Exercise goal. Restate the lines word for word, from the one containing "Transcribe the names" through the last line of the entries below, without any other lines.

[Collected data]
%%
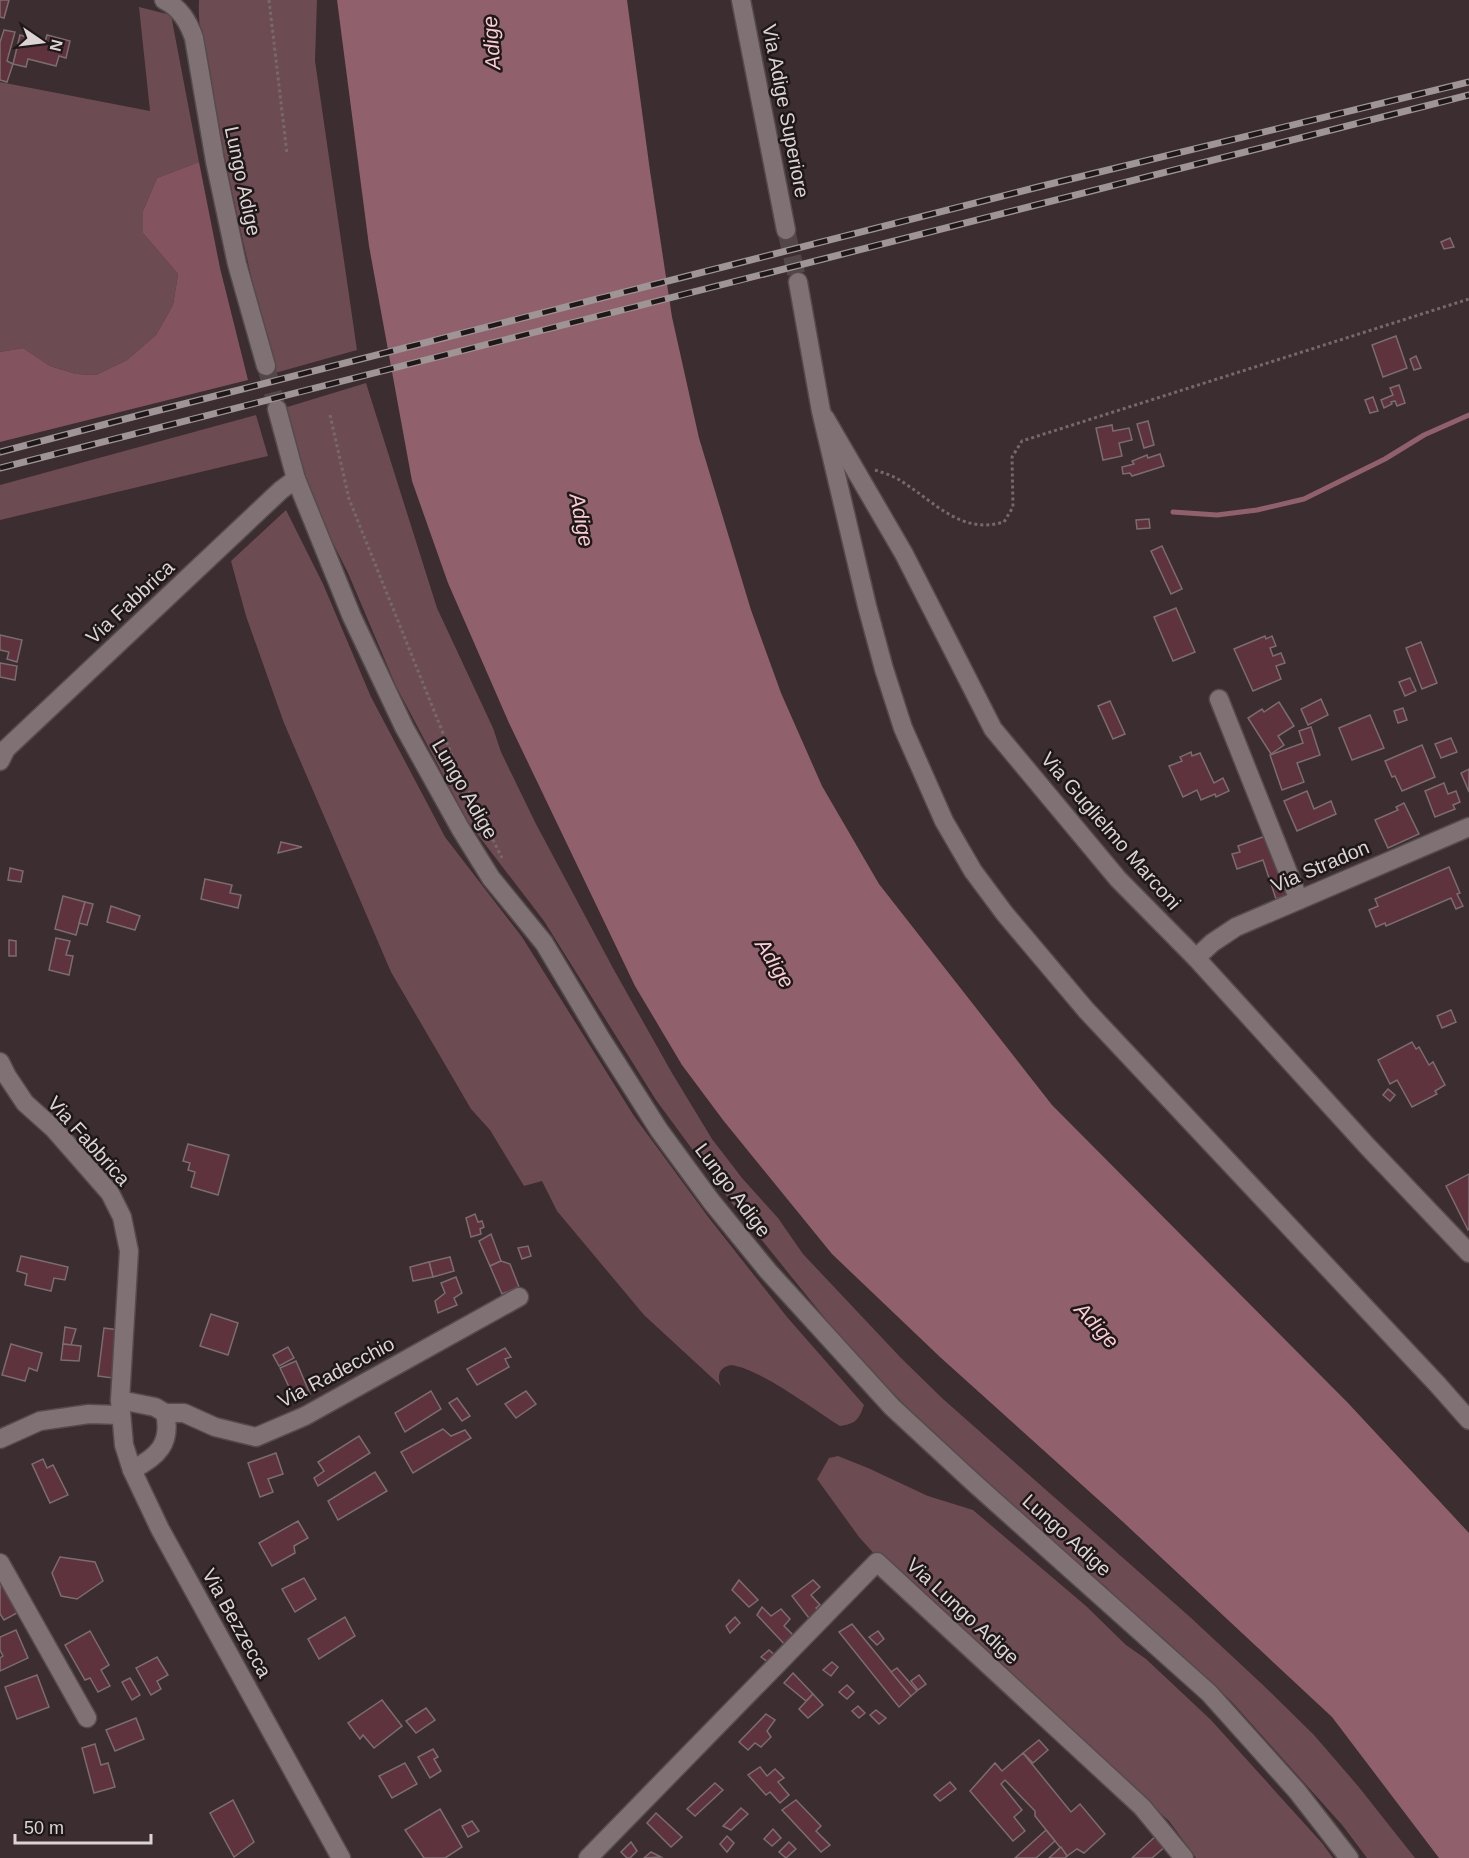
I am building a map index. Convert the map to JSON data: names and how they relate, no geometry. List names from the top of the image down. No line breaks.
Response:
{"streets":{"street":["Via Adige Superiore","Lungo Adige","Via Fabbrica","Via Guglielmo Marconi","Via Stradon","Via Radecchio","Via Lungo Adige","Via Bezzecca"]},"crossings":[["Lungo Adige","Via Fabbrica"],["Via Fabbrica","Via Radecchio"],["Via Fabbrica","Via Bezzecca"],["Via Guglielmo Marconi","Via Stradon"],["Via Radecchio","Via Bezzecca"]],"water":["Adige"],"scale_bar":"50 m","north":"right"}
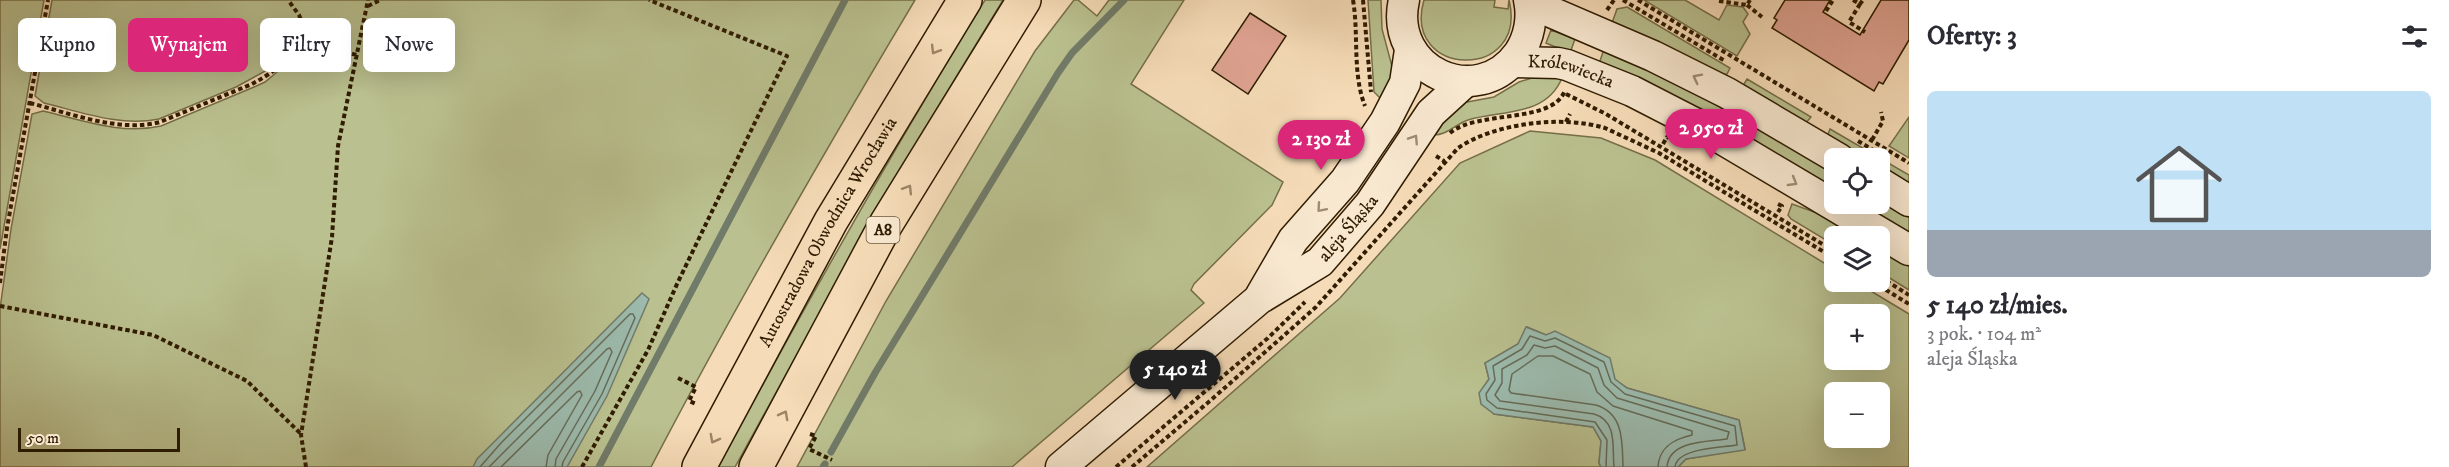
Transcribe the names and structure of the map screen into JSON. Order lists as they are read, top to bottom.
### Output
%%
Completed task.
Transcribe the names and structure of the map screen into JSON. Order lists as they are read, top to bottom.
### Output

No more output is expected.